Web Crawler Development Techniques

July 15, 2019 | By David Selden-Treiman | Filed in: php.

Looking for some copy-and-paste PHP code for quickly creating a web crawler? Here is some code we use at Potent Pages to create web crawlers.

A friendly note: if you want to change the appearance of the code boxes, you can click “theme” on the right side of your browser. It’ll allow you to pick from a range of code theme options.

Extract Links from a Page in PHP

To extract the links from the HTML you’ve downloaded, you can use the DOMDocument class. We’ll parse the contents stored in a variable, and extract out all of the anchor tags (links with a tags).

This code will loop through all of the links in your HTML document. It will save the link location in the $link_href variable and the text of the link in the $link_text variable.

//Assuming your contents are in a variable called $contents
//New DOM Document
$document = new DOMDocument;
//Load HTML in $contents variable
$document->loadHTML($contents);
//Get all links
if($links = $document->getElementsByTagName('a')) {
    //Loop through all links
    foreach($links as $node) {
        //Get link location (href)
        $link_href = $node->getAttribute('href');
        //Get link text
        $link_text = $node->nodeValue;
    }
}

Extract Images from a Webpage in PHP

To extract the images from HTML, we will use a similar code set to the link extractor above. We will use the DOMDocument class to extract all of the img tags from the document and loop through them.
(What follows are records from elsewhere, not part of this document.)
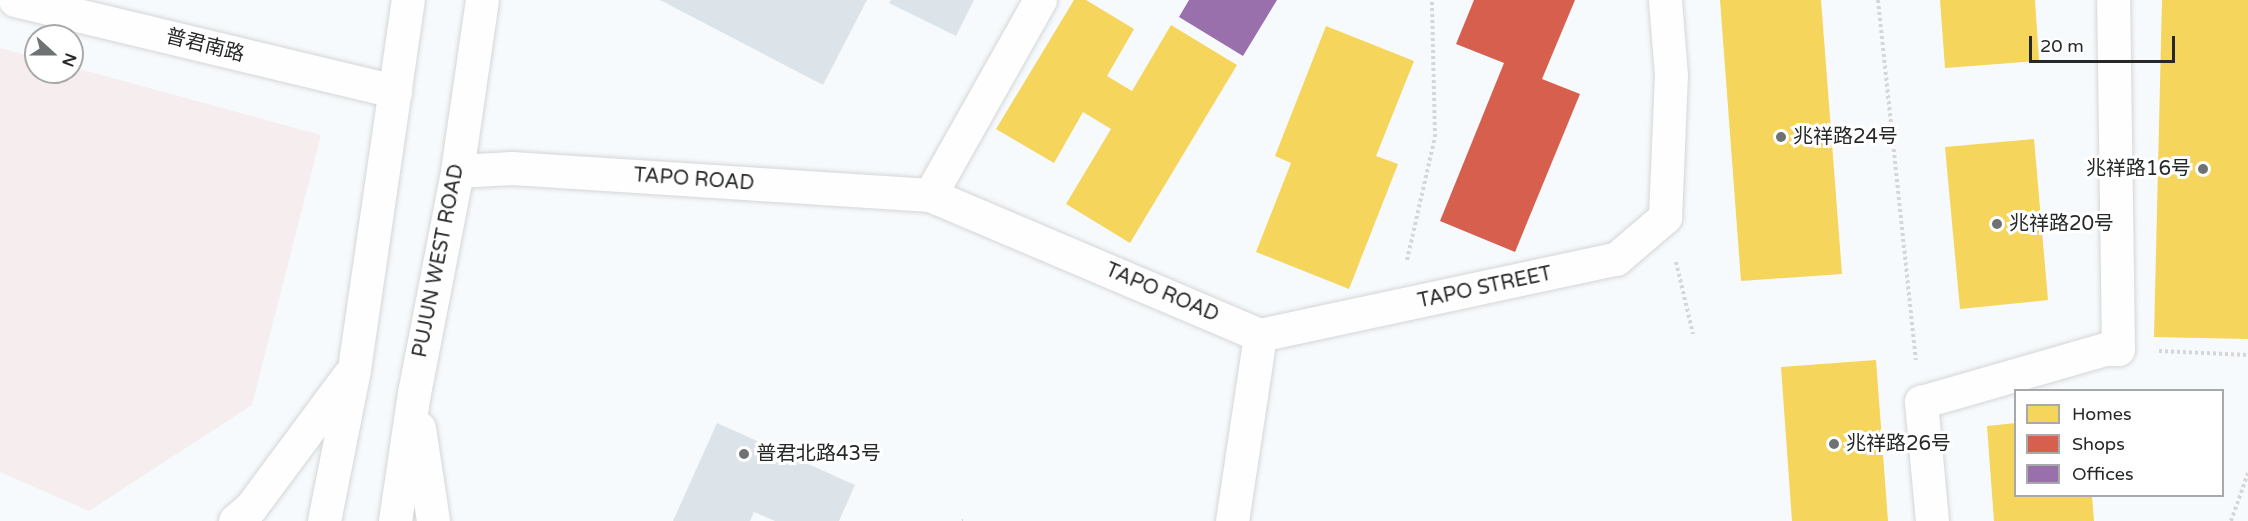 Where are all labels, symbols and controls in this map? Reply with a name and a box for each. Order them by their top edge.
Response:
north arrow [24,24,84,84]
scale bar [2032,24,2178,62]
street label: 普君南路 [163,25,247,67]
text: 20 m [2040,35,2084,57]
text: N [57,50,81,69]
place label: 兆祥路24号 [1793,125,1898,149]
marker: 兆祥路24号 [1774,130,1788,144]
place label: 兆祥路16号 [2086,157,2191,181]
street label: PUJUN WEST ROAD [408,162,470,360]
marker: 兆祥路16号 [2196,162,2210,176]
street label: TAPO ROAD [633,164,755,196]
place label: 兆祥路20号 [2009,212,2114,236]
marker: 兆祥路20号 [1990,217,2004,231]
street label: TAPO ROAD [1102,258,1222,328]
street label: TAPO STREET [1416,262,1554,314]
legend [2014,389,2224,497]
text: Homes [2072,403,2132,425]
place label: 兆祥路26号 [1846,432,1951,456]
text: Shops [2072,433,2125,455]
marker: 兆祥路26号 [1827,437,1841,451]
place label: 普君北路43号 [756,442,881,466]
marker: 普君北路43号 [737,447,751,461]
text: Offices [2072,463,2134,485] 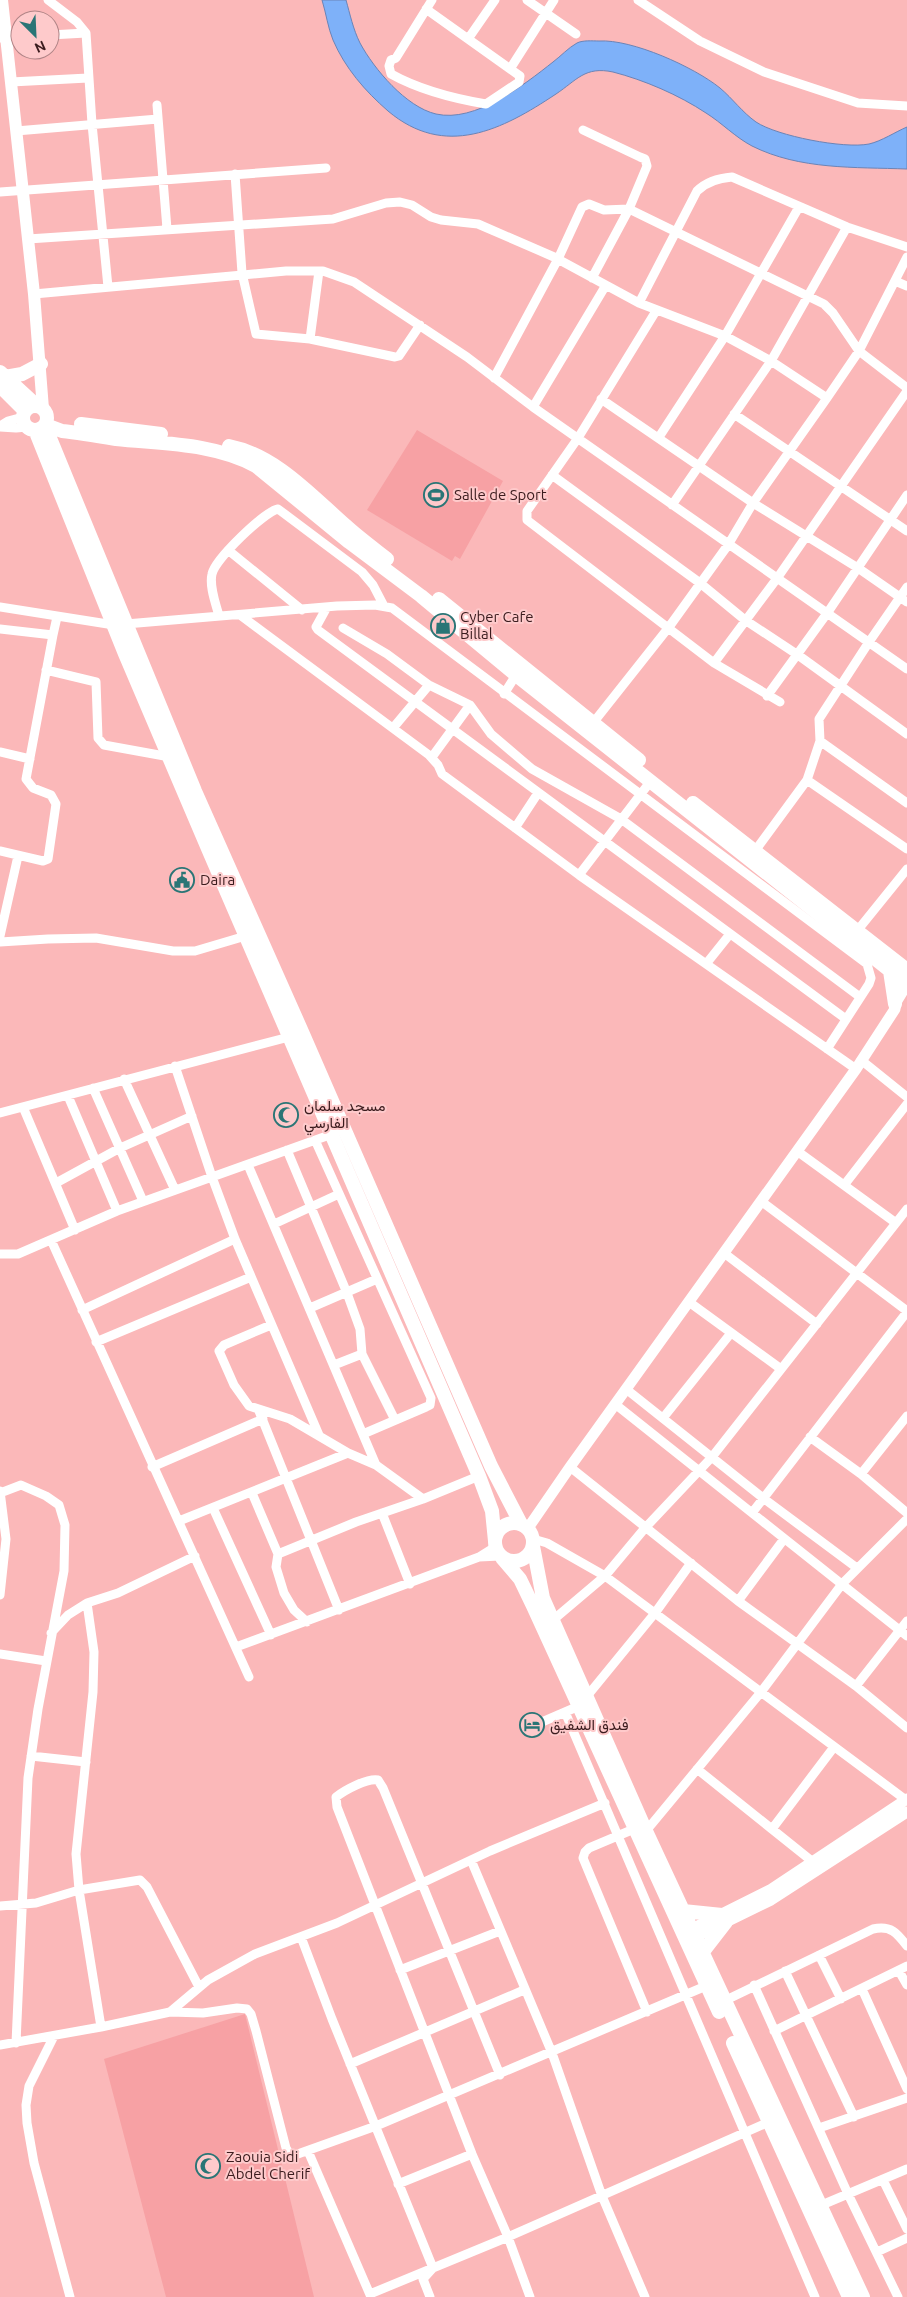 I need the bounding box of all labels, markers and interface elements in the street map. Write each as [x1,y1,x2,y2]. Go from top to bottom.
north arrow [10,10,60,60]
text: N [32,37,48,56]
sports icon: Salle de Sport [423,482,449,508]
place label: Salle de Sport [454,486,547,503]
place label: Cyber Cafe Billal [460,608,534,642]
shop icon: Cyber Cafe Billal [430,613,456,639]
public building icon: Daira [169,867,195,893]
place label: Daira [200,871,235,888]
place label: مسجد سلمان الفارسي [304,1097,386,1136]
mosque icon: مسجد سلمان الفارسي [273,1102,299,1128]
hotel icon: فندق الشفيق [519,1712,545,1738]
place label: فندق الشفيق [550,1716,629,1735]
place label: Zaouia Sidi Abdel Cherif [226,2148,310,2182]
mosque icon: Zaouia Sidi Abdel Cherif [195,2153,221,2179] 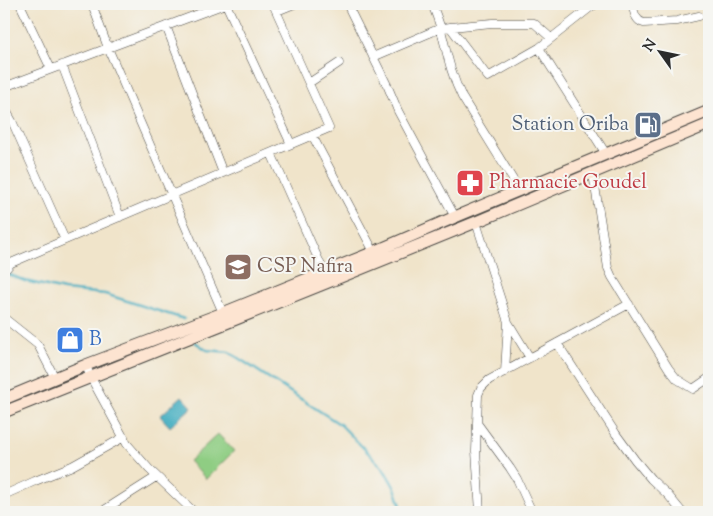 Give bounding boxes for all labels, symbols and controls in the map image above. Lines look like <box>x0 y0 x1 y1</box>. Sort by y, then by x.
north arrow <box>636 28 686 78</box>
text: N <box>639 36 662 56</box>
fuel station icon: Station Oriba <box>633 110 663 140</box>
place label: Station Oriba <box>512 111 629 140</box>
pharmacy icon: Pharmacie Goudel <box>455 168 485 198</box>
place label: Pharmacie Goudel <box>489 169 647 198</box>
school or university icon: CSP Nafira <box>223 252 253 282</box>
place label: CSP Nafira <box>257 253 353 282</box>
shop icon: B <box>55 325 85 355</box>
place label: B <box>89 326 102 355</box>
//Assuming your contents are in a variable called $contents
//New DOM Document
$document = new DOMDocument;
//Load HTML in $contents variable
$document->loadHTML($contents);
//Get all links
if($links = $document->getElementsByTagName('img')) {
    //Loop through all links
    foreach($links as $node) {
        //Get source of the image (src attribute)
        $img_src = $node->getAttribute('src');
        //Get alt text of the image (alt attribute)
        $img_alt = $node->getAttribute('alt');
    }
}

Extracting JSON from a Webpage in PHP

To extract JSON from a webpage, we’ll use a bit of a different technique. To do this, we’ll search for any patterns that look like JSON.

This technique is often very useful when dealing with e-commerce sites. Online stores tend to provide their information to the browser in JSON format for easier parsing. Therefore, to extract out product information from their website, often the easiest way is to just pull the JSON.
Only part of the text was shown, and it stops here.